DYNAMICAL INTERACTIONS BETWEEN LARGE CONVECTIVE CLOUDS AND ENVIRONMENT WITH VERTICAL SHEAR

Abstract

The physics of convective clouds depends not only upon thermodynamic processes but also upon the interactions with the environmental wind field. When vertical shear is present, a hydrodynamic (nonhydrostatic) pressure field is induced by relative motions near the boundaries of a large convective system which does not move with the ambient winds. This tends to make the cloud tilt away from the vertical, but at the same time vertical gradients of hydrodynamic pressure aid the formation of new convection. Expressions are derived for the accelerations concerned.

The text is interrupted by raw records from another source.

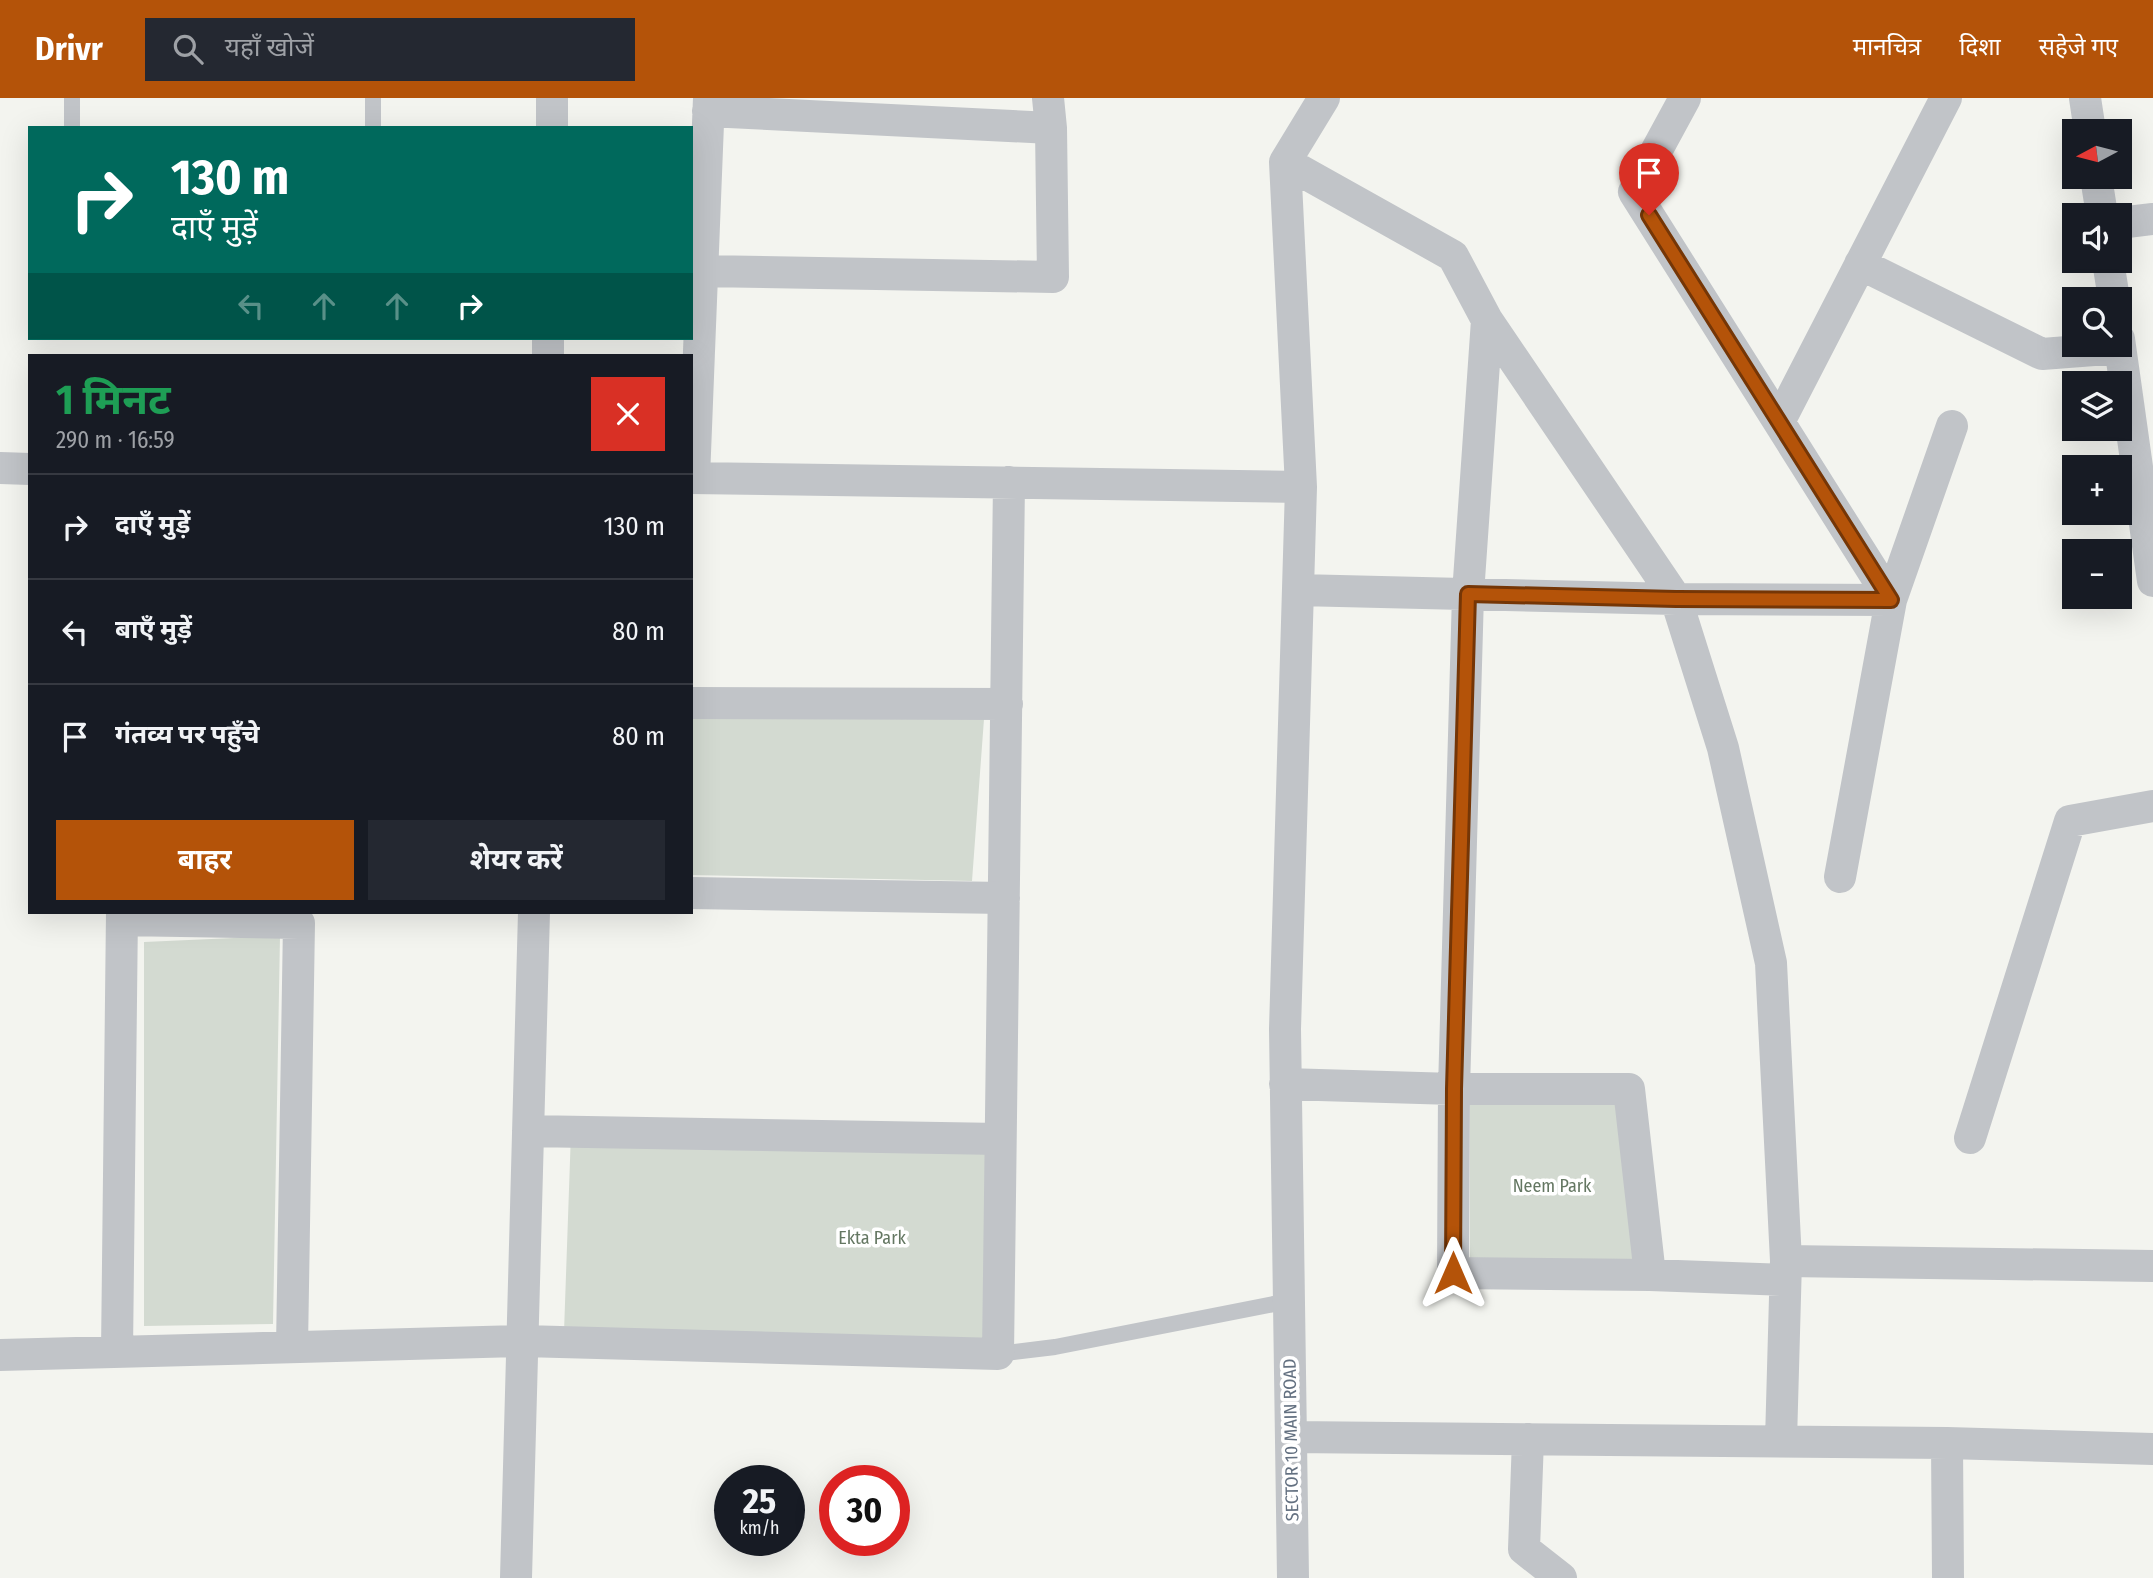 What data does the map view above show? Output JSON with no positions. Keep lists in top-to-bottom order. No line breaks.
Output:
{"streets":{"street":["SECTOR 10 MAIN ROAD"]},"parks":["Neem Park","Ekta Park"],"north":"left","page":{"header":"Drivr","search":"यहाँ खोजें","nav":["मानचित्र","दिशा","सहेजे गए"],"map_buttons":["+","−"],"turn":["130 m","दाएँ मुड़ें"],"heading":["1 मिनट","290 m · 16:59"],"list":[{"name":"दाएँ मुड़ें","value":"130 m"},{"name":"बाएँ मुड़ें","value":"80 m"},{"name":"गंतव्य पर पहुँचे","value":"80 m"}],"buttons":["बाहर","शेयर करें"],"speed":"25 km/h","limit":"30"}} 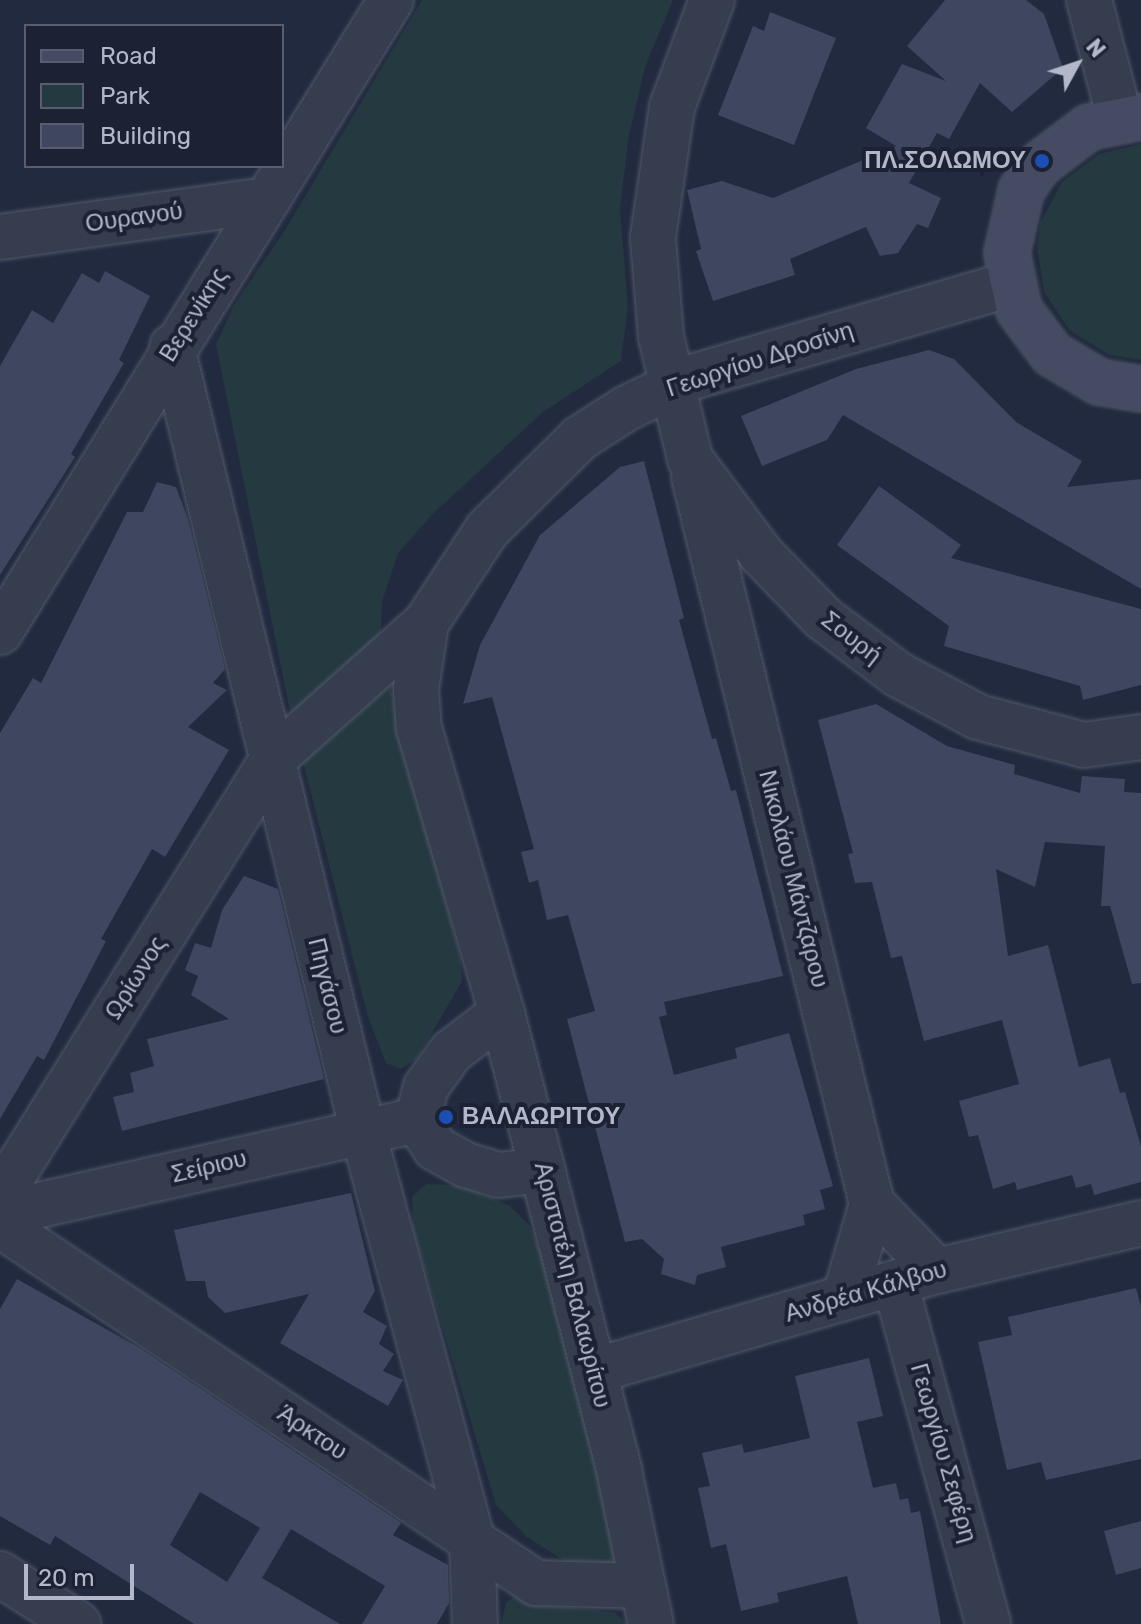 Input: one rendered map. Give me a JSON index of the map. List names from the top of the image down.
{
  "streets": {
    "street": [
      "Ουρανού",
      "Βερενίκης",
      "Γεωργίου Δροσίνη",
      "Σουρή",
      "Νικολάου Μάντζαρου",
      "Ωρίωνος",
      "Πηγάσου",
      "Σείριου",
      "Αριστοτέλη Βαλαωρίτου",
      "Ανδρέα Κάλβου",
      "Άρκτου",
      "Γεωργίου Σεφέρη"
    ]
  },
  "crossings": [
    ["Ουρανού", "Βερενίκης"],
    ["Βερενίκης", "Πηγάσου"],
    ["Γεωργίου Δροσίνη", "Σουρή"],
    ["Γεωργίου Δροσίνη", "Ωρίωνος"],
    ["Γεωργίου Δροσίνη", "Πηγάσου"],
    ["Γεωργίου Δροσίνη", "Αριστοτέλη Βαλαωρίτου"],
    ["Σουρή", "Νικολάου Μάντζαρου"],
    ["Νικολάου Μάντζαρου", "Ανδρέα Κάλβου"],
    ["Ωρίωνος", "Πηγάσου"],
    ["Πηγάσου", "Σείριου"],
    ["Πηγάσου", "Άρκτου"],
    ["Αριστοτέλη Βαλαωρίτου", "Ανδρέα Κάλβου"],
    ["Αριστοτέλη Βαλαωρίτου", "Άρκτου"],
    ["Ανδρέα Κάλβου", "Γεωργίου Σεφέρη"]
  ],
  "places": ["ΠΛ.ΣΟΛΩΜΟΥ", "ΒΑΛΑΩΡΙΤΟΥ"],
  "legend": ["Road", "Park", "Building"],
  "scale_bar": "20 m",
  "north": "top right"
} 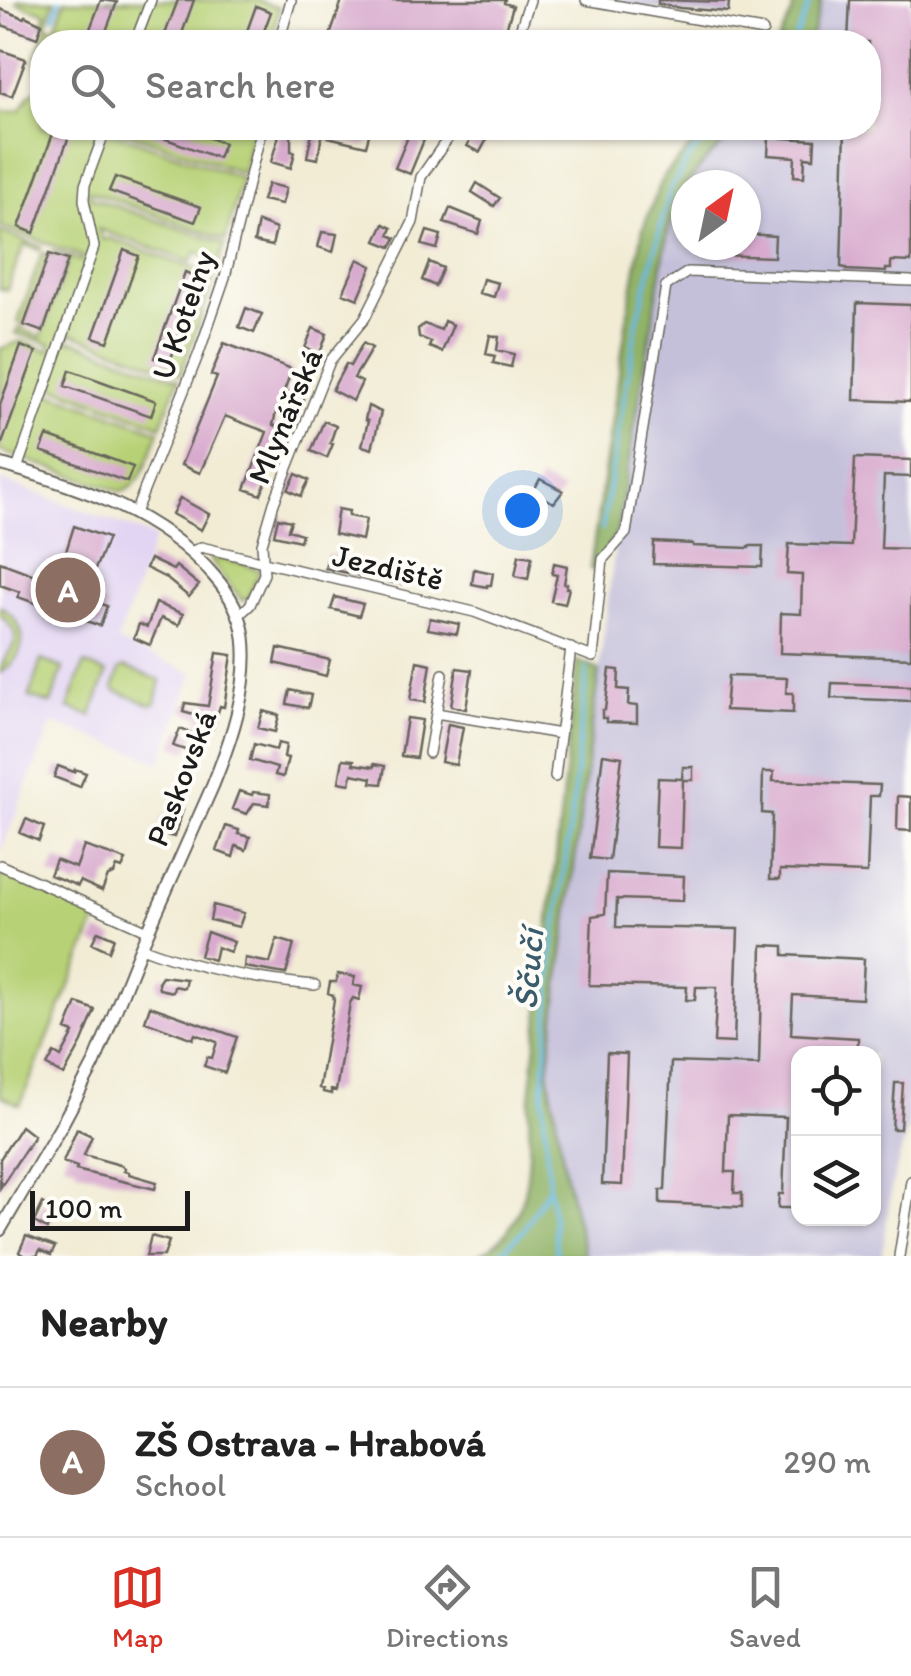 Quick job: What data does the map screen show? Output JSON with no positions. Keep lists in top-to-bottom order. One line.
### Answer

Quantitative estimates based upon experimental analogies show that vertical accelerations due to the induced pressure field may be of the same order as those associated with ordinary buoyancy forces. These account for the self-propagating nature of squall-line-type thunderstorms and their ability to continue at night when thunderstorms in stagnant air masses tend to die out. The hypothesis accounts for the observed movements of this type of rainstorm, somewhat toward the right of the winds in the convective layer, and is consistent with the preference of severe phenomena, such as tornadoes, for a particular flank of a rain-storm. Distinction is made between large and small clouds as affected by shear.